The extras cast as the Japanese submarine crew were hired because they were Asian. Most were typical laid-back Southern Californians, and none had any acting training. Toshirô Mifune (an actual Japanese WWII veteran) was so outraged at their attitudes that he asked Steven Spielberg if he could deal with them. He then started yelling at them to get in line, and slapped one of them, saying, "This is how Japanese men are trained!" Mifune worked with them from that point on.
In a deleted scene, Slim Pickens' character is threatened with a torture device that turns out to be a coat hanger. Steven Spielberg hated losing the joke, and swore he'd to put it in every one of his future movies until it stayed there. Luckily, it stayed in his very next film, Raiders of the Lost Ark (1981).
Charlton Heston and John Wayne turned down the role of Maj. Gen. Joseph W. Stilwell. Wayne phoned director Steven Spielberg, who had given him the script, and not only turned it down due to ill health, but tried to get Spielberg to drop the project. Wayne felt it was unpatriotic and a slap in the face to WWII vets. Heston is thought to have turned it down for the same reasons. The role was taken by Robert Stack who, once in costume and make-up, bore a striking resemblance to the real General Stilwell.

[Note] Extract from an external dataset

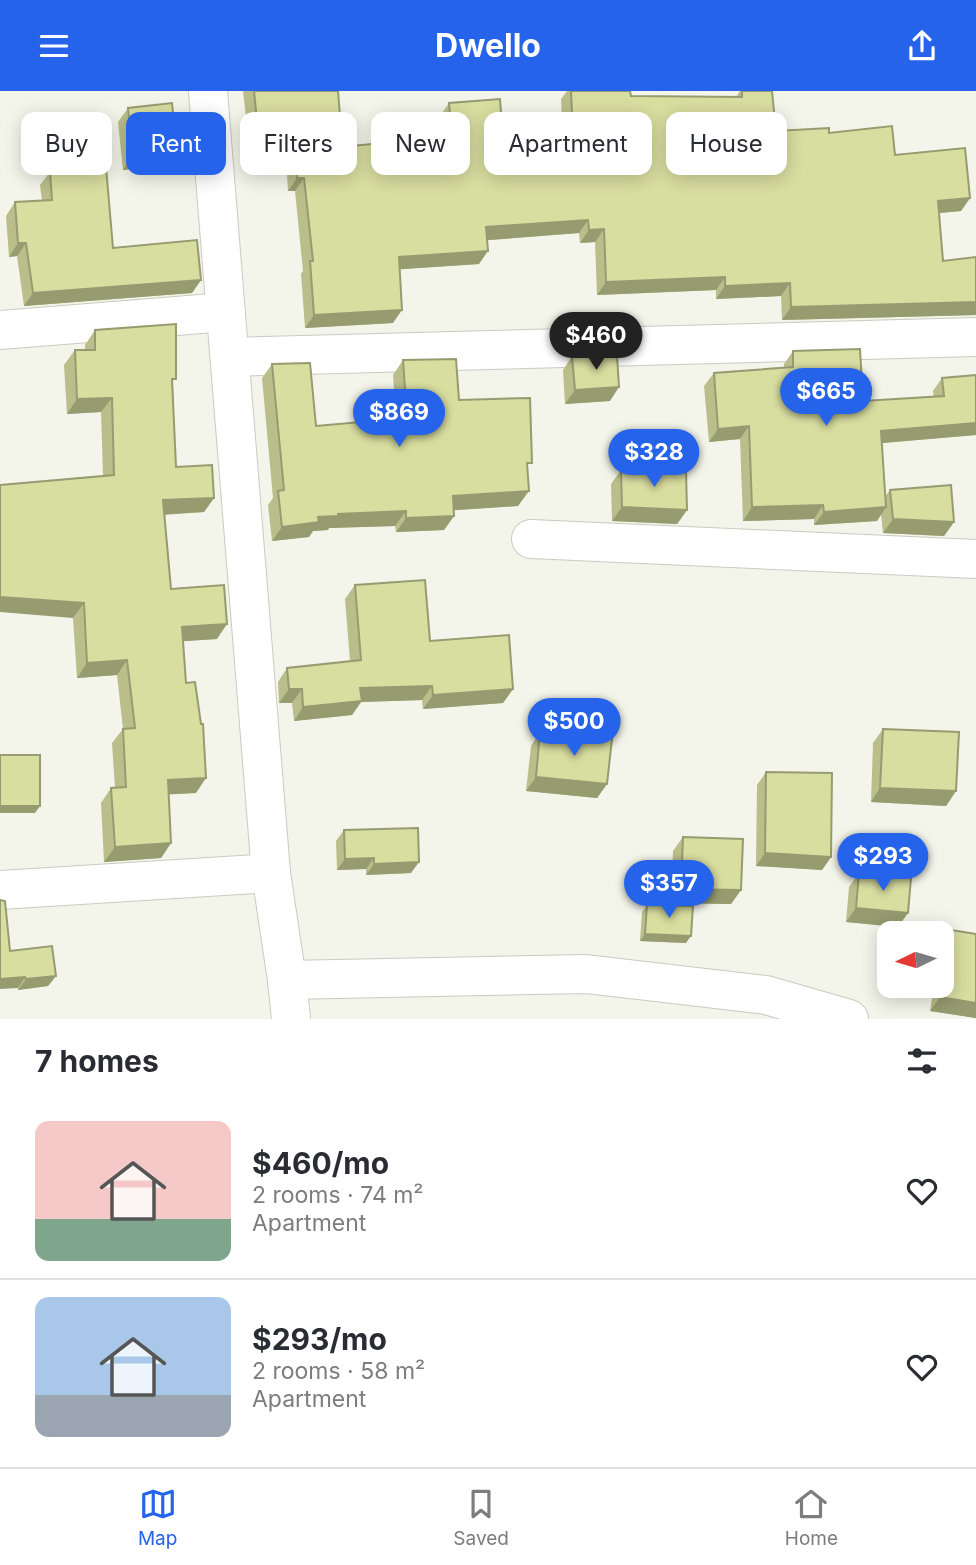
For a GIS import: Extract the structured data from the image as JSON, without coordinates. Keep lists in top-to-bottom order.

According to co-writer Bob Gale in the DVD documentary, many of the events in the movie are based on real incidents. The army really put an anti-aircraft gun in the yard of a homeowner on the Maine coast. A Japanese submarine shelled a refinery in Ellwood on the California coast on February 23, 1943. An air raid false alarm over Los Angeles resulted in Civil Defense and Army weapons firing into the air on the night of February 24-25, 1942, thinking they were being attacked by the Japanese. The infamous Zoot Suit Riots, between Hispanic youths and servicemen, took place in June 1943.
Steven Spielberg shot one million feet of film over 247 shooting days.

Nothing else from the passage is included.